A Director at Wsfs Financial (NASDAQ: WSFS) is Selling Shares (Analyst Ratings)
Today, a Director at WSFS Financial (WSFS), Mark Turner, sold shares of WSFS for $1.55M. In addition to Mark Turner, 4 other WSFS executives reported Sell trades in the last month. Based on Wsfs Financial’s latest earnings report for the quarter ending March 31, the company posted quarterly revenue of $162 million and quarterly net profit of $65.08 million
Facebook Inc (FB) COB and CEO Mark Zuckerberg Sold $21.8 million of Shares (Guru Focus)
COB and CEO of Facebook Inc, Mark Zuckerberg, sold 68,000 shares of FB on 05/07/2021 at an average price of $320.59 a share. The total sale was $21.8 million.

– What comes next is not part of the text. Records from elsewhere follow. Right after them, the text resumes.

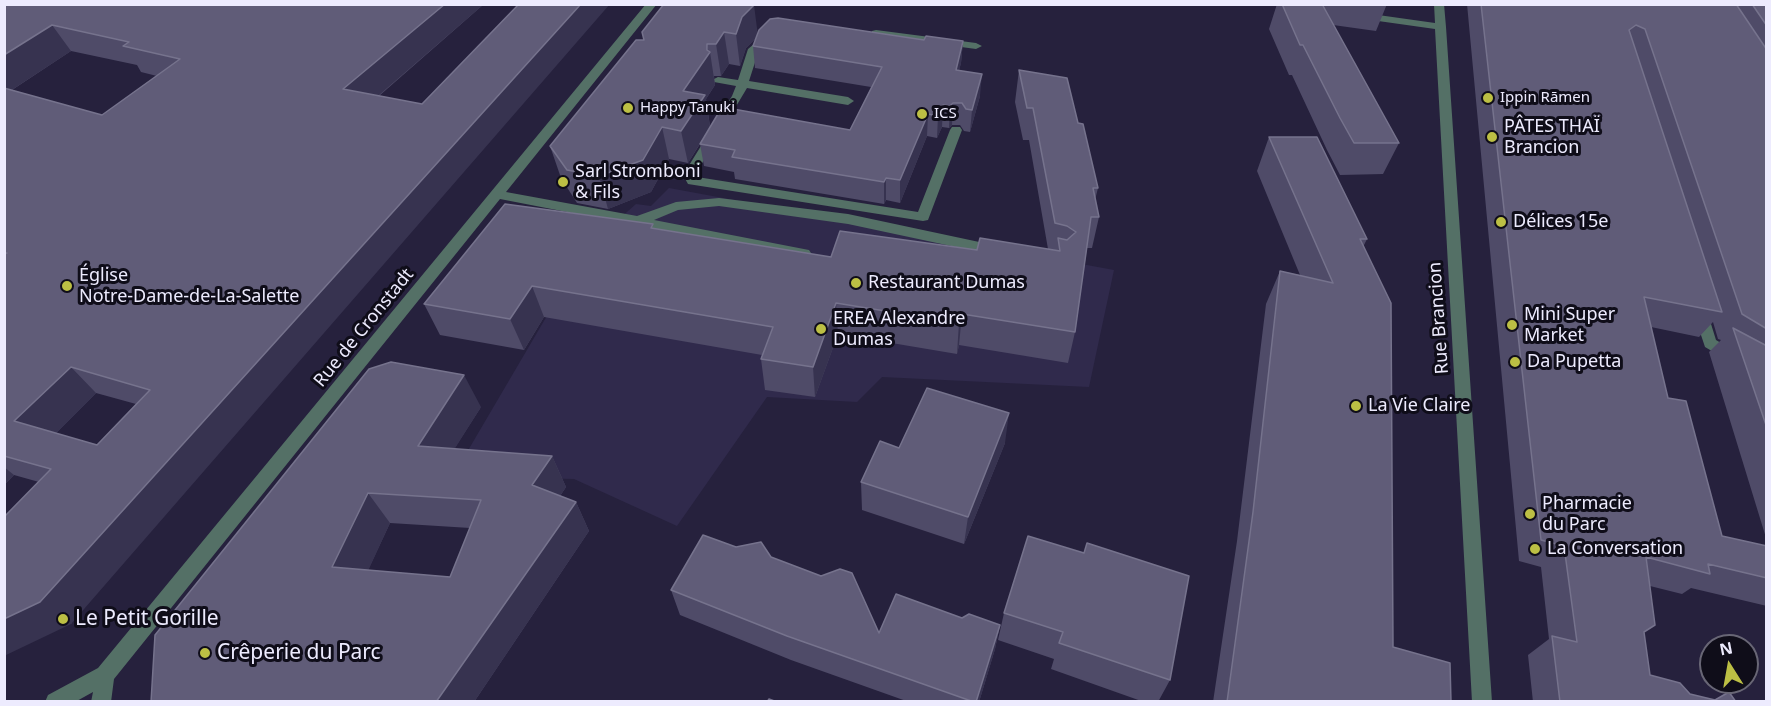 <!DOCTYPE html>
<meta charset="utf-8">
<style>
body{margin:0}
#map{position:relative;width:1771px;height:706px;overflow:hidden;background:#26213d;font-family:"Noto Sans",sans-serif}
canvas{display:block}
.frame{position:absolute;inset:0;border:6px solid #edebfe;pointer-events:none}
.north{position:absolute;left:1699px;top:634px;width:60px;height:60px;box-sizing:border-box;background:#0f0d19;border:2px solid #686675;border-radius:50%;rotate:349deg;font-size:16px;font-weight:700;line-height:24px;text-align:center;color:#edebfe}
.north::after{content:'';display:block;margin:auto;width:21px;height:27px;background:#bcbf44;clip-path:polygon(50% 0,100% 100%,50% 72%,0 100%)}
</style>
<div id="map">
<canvas width="1771" height="706"></canvas>
<div class="frame"></div>
<div class="north">N</div>
</div>
<script>
const context = document.querySelector('canvas').getContext('2d');
context.lineJoin = 'round';
function fill(path, color) { context.fillStyle = color; context.fill(path, 'evenodd'); }
const toPath = rows => new Path2D(rows.map(r => 'M' + r).join(''));
function stroke(path, color, width, dash) { context.strokeStyle = color; context.lineWidth = width; context.lineCap = dash ? 'butt' : 'round'; context.setLineDash(dash || []); context.stroke(path); }
function write(font, color, halo, rows, align = 'center') {
  context.font = font + ' "Noto Sans",sans-serif'; context.lineWidth = 6; context.setLineDash([]); context.textBaseline = 'middle'; context.strokeStyle = halo; context.fillStyle = color; for (const [text, x, y, turn = 0] of rows) {
    context.save(); context.translate(x, y); context.rotate((+turn || 0) * Math.PI / 180); context.textAlign = isNaN(turn) ? turn : align; if (halo) context.strokeText(text, 0, 0); context.fillText(text, 0, 0); context.restore();
  }
}
const built = toPath([
 [669,188,1114,270,1089,387,882,377,857,402,767,397,677,526,574,479,453,476,568,280,611,226,636,204,651,206]
]);
const minor = toPath([
 [646,4,657,4,506,192,637,216,676,202,719,198,848,214,998,246,1005,251,1003,254,998,256,848,224,719,206,678,210,654,220,809,250,811,253,809,256,804,258,500,199,114,679,111,702,91,702,93,692,75,702,45,702,48,695,98,668,646,4],
 [1434,4,1444,4,1446,27,1492,702,1472,702,1435,29,1364,19,1359,16,1364,13,1435,23,1434,4],
 [876,30,976,43,982,46,976,49,872,35,872,31,876,30],
 [766,34,771,37,759,50,749,81,848,97,854,101,848,105,747,88,695,175,697,177,918,212,950,130,952,127,960,127,962,130,928,220,923,221,688,184,683,175,732,96,736,86,714,82,712,80,718,77,738,80,748,49,766,34],
 [1700,306,1707,311,1716,340,1766,370,1766,383,1705,347,1693,311,1700,306]
]);
const wall = toPath([
 [4,4,484,4,379,96,71,624,39,482,14,475,4,485],
 [71,51,137,65,141,72,157,76,102,115,12,90],
 [96,393,136,404,97,445,56,433],
 [664,4,757,33,924,40,963,41,961,63,959,70,980,96,970,132,964,131,960,125,952,125,949,128,942,127,937,138,927,136,900,203,886,200,884,204,735,179,734,172,704,166,700,144,688,163,669,159,651,192,608,209,577,203,561,178,550,146,644,40],
 [756,38,753,46,755,68,871,87,850,130,710,126,706,99,715,85,714,76,721,76,729,64,740,66,746,48],
 [1277,4,1387,4,1376,31,1333,25,1399,143,1383,174,1340,175,1327,150,1292,75,1289,75,1269,29],
 [1467,4,1767,4,1767,541,1709,352,1721,340,1718,339,1713,322,1699,337,1651,327,1668,398,1722,536,1767,546,1767,606,1691,588,1682,594,1650,586,1644,633,1650,675,1690,694,1714,700,1729,692,1736,702,1533,702,1528,655,1549,639,1541,567,1519,561],
 [1019,70,1078,123,1098,188,1095,200,1099,217,1092,248,1087,248,1075,332,1068,363,959,345,957,354,838,334,815,397,765,390,761,359,762,355,544,317,524,350,440,335,424,304,654,229,831,257,977,250,1048,249,1029,140,1023,140,1015,102],
 [1269,137,1367,239,1364,245,1393,647,1451,702,1213,702,1237,541,1266,304,1280,271,1300,275,1257,171],
 [481,407,454,449,552,456,566,487,560,496,576,502,589,531,474,702,151,702,155,635],
 [390,523,470,528,450,577,368,570],
 [1005,443,964,544,862,510,861,482,899,448],
 [1028,536,1170,680,1158,702,1144,702,1051,669,1054,659,998,640,1004,613],
 [736,547,771,557,879,633,962,618,1000,625,995,649,979,702,909,702,791,660,680,615,671,590]
]);
const shadedWall = toPath([
 [445,4,484,4,356,115,343,89],
 [581,4,610,4,71,624,4,656,4,619],
 [754,5,758,36,746,48,740,66,736,34,742,17],
 [52,25,71,51,4,95,4,55],
 [724,32,729,64,721,76,716,44],
 [963,41,961,63,954,92,956,70],
 [707,44,709,54,710,52,715,85,706,99,710,127,688,163,681,131,683,91,707,50],
 [982,74,980,96,970,132,972,110],
 [953,103,952,125,949,128,950,106],
 [943,105,942,127,937,138,938,116],
 [928,114,927,136,900,203,900,180],
 [662,127,669,159,651,192,608,209,599,176],
 [886,178,886,200,884,204,884,182],
 [532,286,544,317,524,350,510,319],
 [836,303,838,334,815,397,813,367],
 [962,314,959,345,957,354,959,323],
 [71,367,96,393,43,446,14,421],
 [464,375,481,407,437,477,418,446],
 [1009,413,1005,443,964,544,968,517],
 [552,456,566,487,547,515,532,485],
 [4,467,14,475,4,485],
 [368,493,390,523,357,595,332,567],
 [576,502,589,531,474,702,436,702],
 [1000,625,995,649,979,702,976,702]
]);
const building = toPath([
 [7,4,445,4,343,89,422,104,519,4,581,4,40,602,4,619,4,517,51,469,4,456,4,254,7,253,4,253,4,88,102,115,180,59,123,46,129,42,52,25,4,55,4,6,7,4],
 [71,367,150,390,97,445,14,421,71,367],
 [664,4,754,5,742,17,736,34,724,32,716,44,707,44,707,50,710,52,683,91,705,95,681,131,662,127,643,160,599,176,567,170,550,146,636,40,644,40,642,32,664,4],
 [1282,4,1322,4,1399,143,1354,143,1340,118,1303,45,1300,45,1282,4],
 [1481,4,1736,4,1767,50,1767,329,1742,314,1645,29,1636,25,1629,30,1722,312,1644,297,1668,398,1686,401,1722,536,1767,546,1767,578,1708,564,1710,574,1646,557,1655,625,1644,632,1650,675,1680,683,1690,694,1715,700,1729,692,1736,702,1560,702,1552,636,1577,642,1564,546,1541,540,1481,4],
 [1752,4,1767,4,1767,26,1752,4],
 [778,18,924,40,926,36,963,41,956,70,982,74,972,110,966,109,962,103,953,103,950,106,943,105,938,116,928,114,900,180,886,178,884,182,732,157,735,150,700,144,722,107,850,130,882,67,753,46,759,30,770,19,778,18],
 [1019,70,1067,78,1078,123,1083,124,1098,188,1093,188,1099,217,1091,217,1075,332,962,314,959,323,836,303,813,367,761,359,773,327,532,286,510,319,424,304,505,204,653,224,651,228,831,257,840,231,977,250,980,238,1060,251,1058,238,1067,240,1076,232,1067,226,1055,223,1033,108,1027,108,1019,70],
 [1269,137,1317,137,1367,239,1360,239,1391,303,1393,647,1450,663,1451,702,1227,702,1253,512,1280,271,1333,283,1269,137],
 [1733,328,1767,346,1767,428,1733,328],
 [391,362,464,375,418,446,552,456,532,485,576,502,436,702,151,702,155,635,369,369,391,362],
 [368,493,481,500,450,577,332,567,368,493],
 [927,388,1009,413,968,517,861,482,880,441,899,448,927,388],
 [703,535,736,547,761,542,771,557,821,576,840,569,852,573,879,633,896,594,962,618,969,614,1000,625,976,702,974,702,787,636,671,590,703,535],
 [1028,536,1084,553,1087,543,1189,576,1170,680,1059,643,1063,632,1004,613,1028,536],
 [769,699,777,702,767,702,769,699]
]);
const markers = [
 [1488,98,6,"#bcbf44"],
 [628,108,6,"#bcbf44"],
 [922,114,6,"#bcbf44"],
 [1492,137,6,"#bcbf44"],
 [563,182,6,"#bcbf44"],
 [1501,222,6,"#bcbf44"],
 [856,283,6,"#bcbf44"],
 [67,286,6,"#bcbf44"],
 [1512,325,6,"#bcbf44"],
 [821,329,6,"#bcbf44"],
 [1515,362,6,"#bcbf44"],
 [1356,406,6,"#bcbf44"],
 [1530,514,6,"#bcbf44"],
 [1535,549,6,"#bcbf44"],
 [63,619,6,"#bcbf44"],
 [205,653,6,"#bcbf44"]
];
const farPoinames = [
 ["Ippin Rāmen",1500,98],
 ["Happy Tanuki",640,108],
 ["ICS",934,114]
];
const poiNames = [
 ["PÂTES THAÏ",1504,127],
 ["Brancion",1504,148],
 ["Sarl Stromboni",575,172],
 ["& Fils",575,193],
 ["Délices 15e",1513,222],
 ["Église",79,276],
 ["Notre-Dame-de-La-Salette",79,297],
 ["Restaurant Dumas",868,283],
 ["Mini Super",1524,315],
 ["Market",1524,336],
 ["EREA Alexandre",833,319],
 ["Dumas",833,340],
 ["Da Pupetta",1527,362],
 ["La Vie Claire",1368,406],
 ["Pharmacie",1542,504],
 ["du Parc",1542,525],
 ["La Conversation",1547,549]
];
const streetNames = [
 ["Rue Brancion",1439,318,-94],
 ["Rue de Cronstadt",364,328,-51]
];
const nearPoinames = [
 ["Le Petit Gorille",75,619],
 ["Crêperie du Parc",217,653]
];
fill(built, '#302a4c');
fill(minor, '#547066');
fill(wall, '#4f4b68');
fill(shadedWall, '#373350');
fill(building, '#605c78');
stroke(building, '#76738d', 1.5);
for (const [x, y, r, color] of markers) { const dot = new Path2D(); dot.arc(x, y, r, 0, 2 * Math.PI); context.fillStyle = color; context.fill(dot); stroke(dot, '#0f0d19', 2); }
write('15px', '#edebfe', '#0f0d19', farPoinames, 'left');
write('18px', '#edebfe', '#0f0d19', poiNames, 'left');
write('18px', '#edebfe', '#0f0d19', streetNames);
write('21px', '#edebfe', '#0f0d19', nearPoinames, 'left');
</script>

SEC Awards $22 Million to Two Whistleblowers (HedgeCo.net)
(HedgeCo.Net) The Securities and Exchange Commission today announced awards totaling approximately $22 million to two whistleblowers whose information and assistance were of crucial importance to successful SEC enforcement actions brought against a financial services firm. The first whistleblower received an award of $18 million, while the second whistleblower received a $4 million award. The larger award was in recognition of the fact that, among other things, the first whistleblower was the initial source of the investigation while the second whistleblower submitted information much later after the investigation was already underway.